Josephson junction based thermometer and its application in bolometry

TL;DR

This paper introduces a novel Josephson junction-based thermometer utilizing an SIS'IS structure, demonstrating high temperature sensitivity and potential advantages over traditional transition edge sensors for bolometry applications.

Contribution

The paper presents a new SIS'IS-based transition edge sensor with enhanced tunability and sensitivity, overcoming size limitations of conventional sensors.

Findings

Temperature sensitivity of 2 μK/√Hz demonstrated.

Estimated NEP of 4×10⁻¹⁷ W/√Hz at 313 mK.

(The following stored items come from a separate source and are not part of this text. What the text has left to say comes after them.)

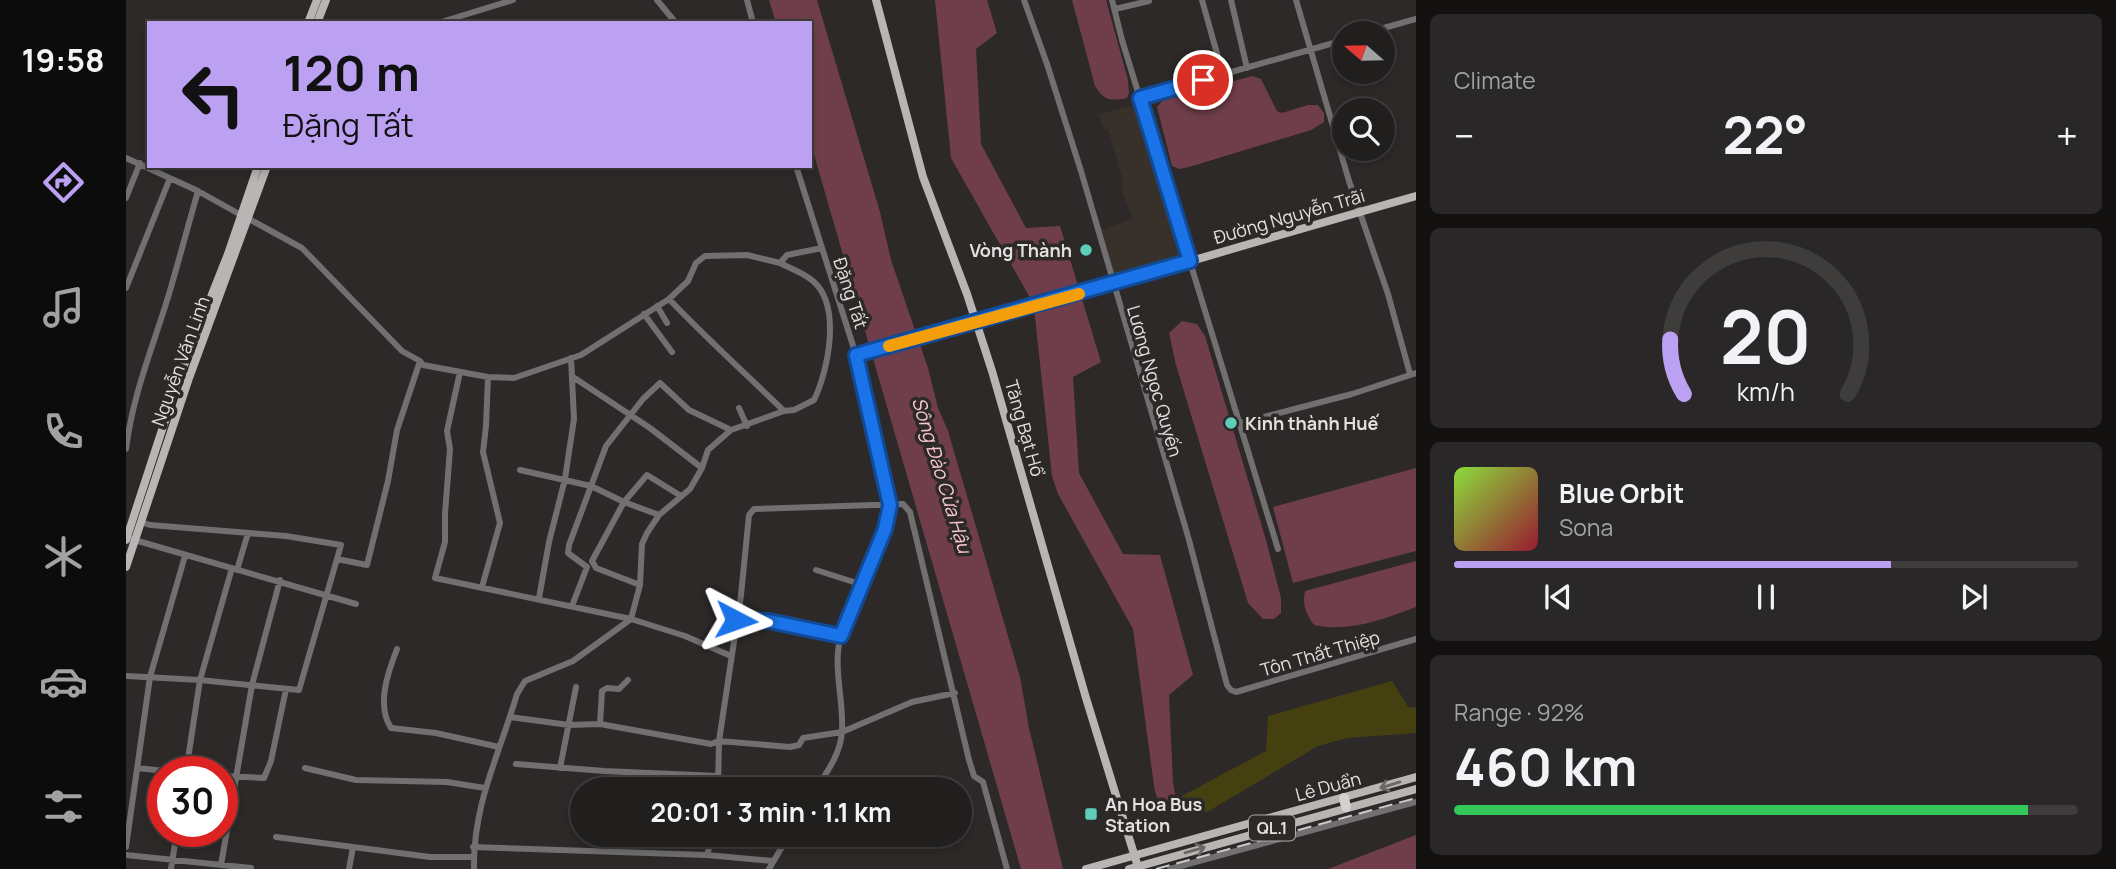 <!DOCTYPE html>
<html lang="en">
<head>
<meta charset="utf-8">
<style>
  body { margin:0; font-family:Manrope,sans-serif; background:#292727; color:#f1f3f6; height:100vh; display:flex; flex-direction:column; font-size:26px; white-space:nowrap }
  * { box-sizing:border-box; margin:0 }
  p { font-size:23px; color:#a2a2a4 }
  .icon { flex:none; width:38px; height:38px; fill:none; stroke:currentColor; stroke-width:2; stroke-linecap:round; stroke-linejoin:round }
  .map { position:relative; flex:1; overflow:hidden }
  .sheet { display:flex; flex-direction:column; gap:14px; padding:14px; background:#121110; width:700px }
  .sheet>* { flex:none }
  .top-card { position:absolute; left:21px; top:21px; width:665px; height:147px; border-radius:0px; box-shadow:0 4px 10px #0003,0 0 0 2px #3e3d3c; background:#bca0f2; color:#111; overflow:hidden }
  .needle { width:46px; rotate:290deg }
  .fabs { position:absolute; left:1206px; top:21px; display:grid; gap:14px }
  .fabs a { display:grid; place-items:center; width:63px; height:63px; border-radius:50%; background:#211f1e; box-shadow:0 4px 10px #0003,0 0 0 2px #3e3d3c; font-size:35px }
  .speed { position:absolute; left:21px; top:756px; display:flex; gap:14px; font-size:35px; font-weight:700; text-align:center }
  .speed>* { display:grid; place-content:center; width:91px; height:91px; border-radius:50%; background:#211f1e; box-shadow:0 4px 10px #0003,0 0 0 2px #3e3d3c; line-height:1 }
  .speed .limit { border:10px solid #d22; background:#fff; color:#111 }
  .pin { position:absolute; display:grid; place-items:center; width:60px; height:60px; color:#fff; margin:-30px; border:4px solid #fff; border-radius:50%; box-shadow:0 2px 7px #0007 }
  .me { position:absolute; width:77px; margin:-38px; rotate:94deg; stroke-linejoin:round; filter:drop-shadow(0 0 5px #0008) }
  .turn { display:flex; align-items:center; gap:24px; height:147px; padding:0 21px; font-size:32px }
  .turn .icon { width:91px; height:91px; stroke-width:2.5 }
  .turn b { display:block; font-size:49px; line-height:60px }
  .big { font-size:52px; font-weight:700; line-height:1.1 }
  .sheet .card { flex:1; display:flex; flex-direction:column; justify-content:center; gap:10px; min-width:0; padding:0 24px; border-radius:10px; background:#292727 }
  .sheet .dial { align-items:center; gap:0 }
  .dial svg { height:182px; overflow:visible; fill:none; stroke:#3e3d3c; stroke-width:7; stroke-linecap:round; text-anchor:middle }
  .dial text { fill:#f1f3f6; stroke:none }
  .song { display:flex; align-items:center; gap:21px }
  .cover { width:84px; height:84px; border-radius:10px; background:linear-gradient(135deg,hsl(90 70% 55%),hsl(350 70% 35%)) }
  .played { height:7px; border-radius:4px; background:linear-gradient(90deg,#bca0f2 70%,#3e3d3c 70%) }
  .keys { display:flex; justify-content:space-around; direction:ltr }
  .heat { display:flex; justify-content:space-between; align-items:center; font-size:38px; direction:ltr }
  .charge { height:10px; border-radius:5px; background:linear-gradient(90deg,#34c759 92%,#3e3d3c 0) }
  .trip { position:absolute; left:444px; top:777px; width:402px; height:70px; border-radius:35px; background:#211f1e; box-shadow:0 4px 10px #0003,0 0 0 2px #3e3d3c; font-weight:700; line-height:70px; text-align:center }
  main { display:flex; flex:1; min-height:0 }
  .menu { display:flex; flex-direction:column; width:126px; justify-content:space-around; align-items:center; background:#0d0c0c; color:#a2a2a4 }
  .menu .icon { width:49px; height:49px }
  .menu .active { color:#bca0f2 }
  .menu b { font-size:32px; color:#f1f3f6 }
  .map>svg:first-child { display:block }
  .built { fill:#38302b }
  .green { fill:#454010 }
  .water { fill:#6f3e4a }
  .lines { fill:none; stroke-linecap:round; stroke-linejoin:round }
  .minor { stroke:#716f6f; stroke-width:6 }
  .major { stroke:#b8b5b4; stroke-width:8 }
  .highway { stroke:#d5d1d0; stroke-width:10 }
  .rail { stroke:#cccbc9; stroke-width:2; stroke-dasharray:14 7; stroke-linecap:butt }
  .oneway { stroke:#6b6867 }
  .route-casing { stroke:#114b97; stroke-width:18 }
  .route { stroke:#1a73e8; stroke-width:12 }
  .slow { stroke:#f59e0b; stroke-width:12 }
  .poi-dot { fill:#5eceb8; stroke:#2c2928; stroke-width:2.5 }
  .labels { text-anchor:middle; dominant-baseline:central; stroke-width:7; stroke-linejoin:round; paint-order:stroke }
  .shield { fill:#2c2928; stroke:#abaaa8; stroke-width:2 }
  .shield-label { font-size:16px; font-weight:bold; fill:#e2e1df }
  .street-label { font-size:18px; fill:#e2e1df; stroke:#2c2928 }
  .poi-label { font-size:18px; font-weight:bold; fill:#e2e1df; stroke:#2c2928; text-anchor:start }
  .water-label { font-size:19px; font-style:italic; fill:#f8c4cf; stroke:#2c2928 }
</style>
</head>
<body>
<main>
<nav class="menu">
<b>19:58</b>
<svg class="icon active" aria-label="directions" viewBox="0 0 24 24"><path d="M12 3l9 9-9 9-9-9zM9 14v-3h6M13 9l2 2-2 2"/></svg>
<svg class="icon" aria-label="music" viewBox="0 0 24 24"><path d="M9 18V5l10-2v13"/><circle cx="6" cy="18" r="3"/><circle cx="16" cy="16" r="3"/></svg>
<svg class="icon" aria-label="phone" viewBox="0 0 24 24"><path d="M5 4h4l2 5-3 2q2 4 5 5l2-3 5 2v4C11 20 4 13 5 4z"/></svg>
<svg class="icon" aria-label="climate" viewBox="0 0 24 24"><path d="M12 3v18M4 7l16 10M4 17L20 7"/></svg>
<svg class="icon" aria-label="car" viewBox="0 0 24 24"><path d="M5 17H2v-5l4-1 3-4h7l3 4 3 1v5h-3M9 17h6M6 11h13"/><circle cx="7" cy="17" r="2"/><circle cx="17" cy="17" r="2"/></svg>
<svg class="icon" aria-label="filters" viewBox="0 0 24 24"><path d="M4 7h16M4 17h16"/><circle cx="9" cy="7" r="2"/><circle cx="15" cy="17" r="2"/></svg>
</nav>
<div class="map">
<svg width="1290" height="869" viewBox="0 0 1290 869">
  <rect width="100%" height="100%" fill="#2c2928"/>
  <path class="built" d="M1011 104 1060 256 989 276 975 230 1006 219 995 187 998 185 982 129 978 130 973 114Z"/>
  <path class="green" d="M1266 681 1283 708 1290 707V733L1221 738 1192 746 1083 811 1066 814 1055 808 1054 797 1140 751 1142 716Z"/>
  <path class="water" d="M643 0H691L754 212 765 260 802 368 812 408 822 431 894 677 903 728 937 869H895L684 141V23H650Z
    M809 0H861L871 33 850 49 855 144 900 228 934 226 975 362 947 377 953 473 997 554 1034 555 1067 675 1043 695 1047 783 1052 808 1044 813C1034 806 1030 798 1028 786L1007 629 932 494 926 476 909 317 903 296 825 158Z
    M946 0H980L1002 80 1003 93 1001 98C985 101 978 101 969 86Z
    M1126 76 1135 79 1151 111 1156 113 1182 105H1192L1198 113V122L1185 130 1063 167 1053 169 1046 166 1031 107 1036 101Z
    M1056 321 1071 324 1079 336 1140 540 1155 598V613L1148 619H1137L1122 603 1050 365 1043 333Z
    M1290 468V551L1167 583 1147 507Z
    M1290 561V607C1258 619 1222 633 1188 625 1180 613 1176 605 1179 591Z
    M1290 835V869H1202Z"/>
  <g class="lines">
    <path class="minor" d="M531 0 550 23
      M621 0 627 23
      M898 0 921 64 955 171 1063 540 1101 685 1105 690 1110 692 1290 639
      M986 0 996 40 1152 549
      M1076 0 1097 75
      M1105 0 1121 68
      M1170 0 1223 181 1262 294 1284 374
      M989 9 1023 1
      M312 23 387 0
      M1240 33 1290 19
      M1014 98 1218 40
      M0 158 72 191 115 215
      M670 166 730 355 764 505C760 551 728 591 715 635 706 667 718 699 716 731 715 753 701 772 690 789
      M0 198 14 163
      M123 219 176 248 276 351 294 361 297 365 362 377 388 378 455 355 543 299 562 281 570 263 579 256 621 255 654 263 661 255 696 248
      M0 288 44 178
      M543 299C580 338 620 374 658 411
      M531 306 541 323
      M518 314 546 352
      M730 355 851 322
      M334 372 321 431 324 449 319 514V542L309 578 505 619 559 636 605 656
      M447 377 524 428 576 468
      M613 408 621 426
      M1115 423 1226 394 1290 373
      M0 449C7 393 27 347 43 294 53 260 62 226 72 191
      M394 470 465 486 498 502 533 515
      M15 522 24 525 160 536 215 545 211 559 241 565 262 481 271 430 294 361
      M5 539 230 604
      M111 570 122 533
      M690 570 737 585
      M514 585 470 568 466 561 498 502 521 475 555 496
      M356 587 374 523 357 452 360 426 362 377
      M413 598 423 542 439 479 443 452 448 419 445 358
      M446 606 461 567 442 553 443 545 480 446 517 399 534 383 563 410 605 430
      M610 620 643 622 715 636
      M271 649C262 672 250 705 265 728L310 733 373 747
      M0 676 74 680 173 690 211 559
      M384 717 443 725 474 724 585 744 593 741 664 747 673 745 677 738 716 732 786 702 829 693
      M474 724 476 691 481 688 493 689 502 680
      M390 764 478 771 592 776
      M11 768 49 772
      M179 768 230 780 321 782 359 788
      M434 768 450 687
      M60 772 74 680 106 568
      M96 776 138 778 145 761 160 689
      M592 789 593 741 615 595 623 515 628 509 777 504 784 512 843 760 848 776 857 782 881 869
      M150 837 304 857H347
      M0 847 24 677 59 556
      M347 847 581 855 647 861
      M0 855 125 868
      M581 855 587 835
      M95 865 126 685 154 580
      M45 869 51 831
      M223 869 227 847
      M348 869C347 803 373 756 391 694L399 681 447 661 505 619 514 585 516 544 521 533 533 515 564 489 576 468 582 450 605 430 658 411 668 410 688 400C702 371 716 306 687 281 678 273 664 268 654 263
      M643 869 663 835
      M1044 869 1290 802"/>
    <path class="major" d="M750 0 797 177 841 294 866 371 960 698 1012 867
      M182 23 191 0
      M191 23 200 0
      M851 322C998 282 1143 237 1290 196
      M0 540 54 375 102 254 132 166
      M0 567 63 378 141 166
      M960 869 1290 777
      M1003 869 1290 789"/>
    <path class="highway" d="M1218 798 1220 807"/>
    <path class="rail" d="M1030 869 1290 798"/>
  </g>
  <defs><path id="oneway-shaft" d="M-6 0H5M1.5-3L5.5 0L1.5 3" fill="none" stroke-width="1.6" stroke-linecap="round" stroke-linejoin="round" transform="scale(1.75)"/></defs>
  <g class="oneway">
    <use href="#oneway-shaft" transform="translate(1264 785) rotate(163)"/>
    <use href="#oneway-shaft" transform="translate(1069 850) rotate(-16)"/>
  </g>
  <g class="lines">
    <defs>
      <path id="route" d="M610 620 643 621 715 636 759 529 764 505 730 355 1064 261 1014 98 1077 80"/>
    </defs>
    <use href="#route" class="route-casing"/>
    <use href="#route" class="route"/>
    <path class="slow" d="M763 346 953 294"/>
  </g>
  <g class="poi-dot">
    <circle cx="960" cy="250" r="7"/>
    <circle cx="1105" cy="423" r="7"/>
    <rect x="958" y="807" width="14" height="14" rx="3.5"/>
  </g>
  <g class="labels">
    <rect class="shield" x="1123" y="815.5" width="46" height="25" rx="5"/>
    <g class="shield-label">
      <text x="1146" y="828">QL.1</text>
    </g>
    <g class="street-label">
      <text transform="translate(1163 216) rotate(-16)">Đường Nguyễn Trãi</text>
      <text transform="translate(725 293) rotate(72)">Đặng Tất</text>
      <text transform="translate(54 361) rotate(-70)">Nguyễn Văn Linh</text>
      <text transform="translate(1029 381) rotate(74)">Lương Ngọc Quyến</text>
      <text transform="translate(899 428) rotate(74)">Tăng Bạt Hổ</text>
      <text transform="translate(1194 653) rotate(-16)">Tôn Thất Thiệp</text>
      <text transform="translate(1202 786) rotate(-15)">Lê Duẩn</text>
    </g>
    <g class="poi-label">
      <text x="946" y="250" text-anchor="end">Vòng Thành</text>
      <text x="1119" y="423">Kinh thành Huế</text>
      <text x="979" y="804">An Hoa Bus<tspan x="979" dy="21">Station</tspan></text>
    </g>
    <g class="water-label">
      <text transform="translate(816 475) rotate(73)">Sông Đào Cửa Hậu</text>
    </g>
  </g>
</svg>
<div class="fabs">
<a><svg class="needle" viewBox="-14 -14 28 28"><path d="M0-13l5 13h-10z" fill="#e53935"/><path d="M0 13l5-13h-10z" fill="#a2a2a4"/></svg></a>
<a><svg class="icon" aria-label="search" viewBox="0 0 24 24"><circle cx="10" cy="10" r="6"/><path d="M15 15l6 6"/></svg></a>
</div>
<div class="speed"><div class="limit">30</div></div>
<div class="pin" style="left:1077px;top:80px;background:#d93025"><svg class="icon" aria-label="arrive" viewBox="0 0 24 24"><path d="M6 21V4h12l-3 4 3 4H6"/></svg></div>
<svg class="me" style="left:610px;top:620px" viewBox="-20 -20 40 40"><path d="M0-17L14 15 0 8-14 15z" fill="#1a73e8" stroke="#fff" stroke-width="4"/></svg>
<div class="trip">20:01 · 3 min · 1.1 km</div>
<div class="top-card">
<div class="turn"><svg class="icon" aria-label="left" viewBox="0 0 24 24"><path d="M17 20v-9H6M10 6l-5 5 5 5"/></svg><div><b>120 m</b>Đặng Tất</div></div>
</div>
</div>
<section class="sheet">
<div class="card"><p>Climate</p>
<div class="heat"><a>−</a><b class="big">22°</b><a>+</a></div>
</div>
<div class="card dial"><svg viewBox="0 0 100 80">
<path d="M14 69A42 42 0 1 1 86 69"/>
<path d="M14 69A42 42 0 0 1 8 45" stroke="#bca0f2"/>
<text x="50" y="56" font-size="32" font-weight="700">20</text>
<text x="50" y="72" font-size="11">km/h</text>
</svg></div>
<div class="card">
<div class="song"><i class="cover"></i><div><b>Blue Orbit</b><p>Sona</p></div></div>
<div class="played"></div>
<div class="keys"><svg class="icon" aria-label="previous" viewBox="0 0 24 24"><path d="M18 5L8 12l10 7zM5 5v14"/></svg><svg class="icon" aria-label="pause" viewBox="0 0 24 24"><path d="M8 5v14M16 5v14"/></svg><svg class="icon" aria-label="next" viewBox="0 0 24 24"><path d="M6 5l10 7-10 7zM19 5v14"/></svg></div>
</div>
<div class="card"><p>Range · 92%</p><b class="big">460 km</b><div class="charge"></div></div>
</section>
</main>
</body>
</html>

Device allows wide-range input resistance tuning.

Abstract

We propose a new type of a transition edge sensor based on an Al/AlOx/Ti/AlOx/Al superconductor - insulator - superconductor - insulator - superconductor (SIS'IS) structure. It exhibits sharp dependence of zero bias resistance on temperature of the titanium absorber in the vicinity of its superconducting critical temperature. We demonstrate temperature sensitivity of the device to be $2\ \mu \text{K}/\sqrt{\text{Hz}}$. Noise Equivalent Power (NEP) of the device, limited by the amplifier noise, is estimated to be $4\times 10^{-17}\ {\rm W}/ \sqrt{\rm Hz}$ at 313 mK. The tunnel junctions between superconducting leads should help to overcome the size limitation imposed by proximity effect in conventional transition edge sensors, without sacrificing the sensitivity. Besides that, the input resistance of the device can be tuned in a wide range.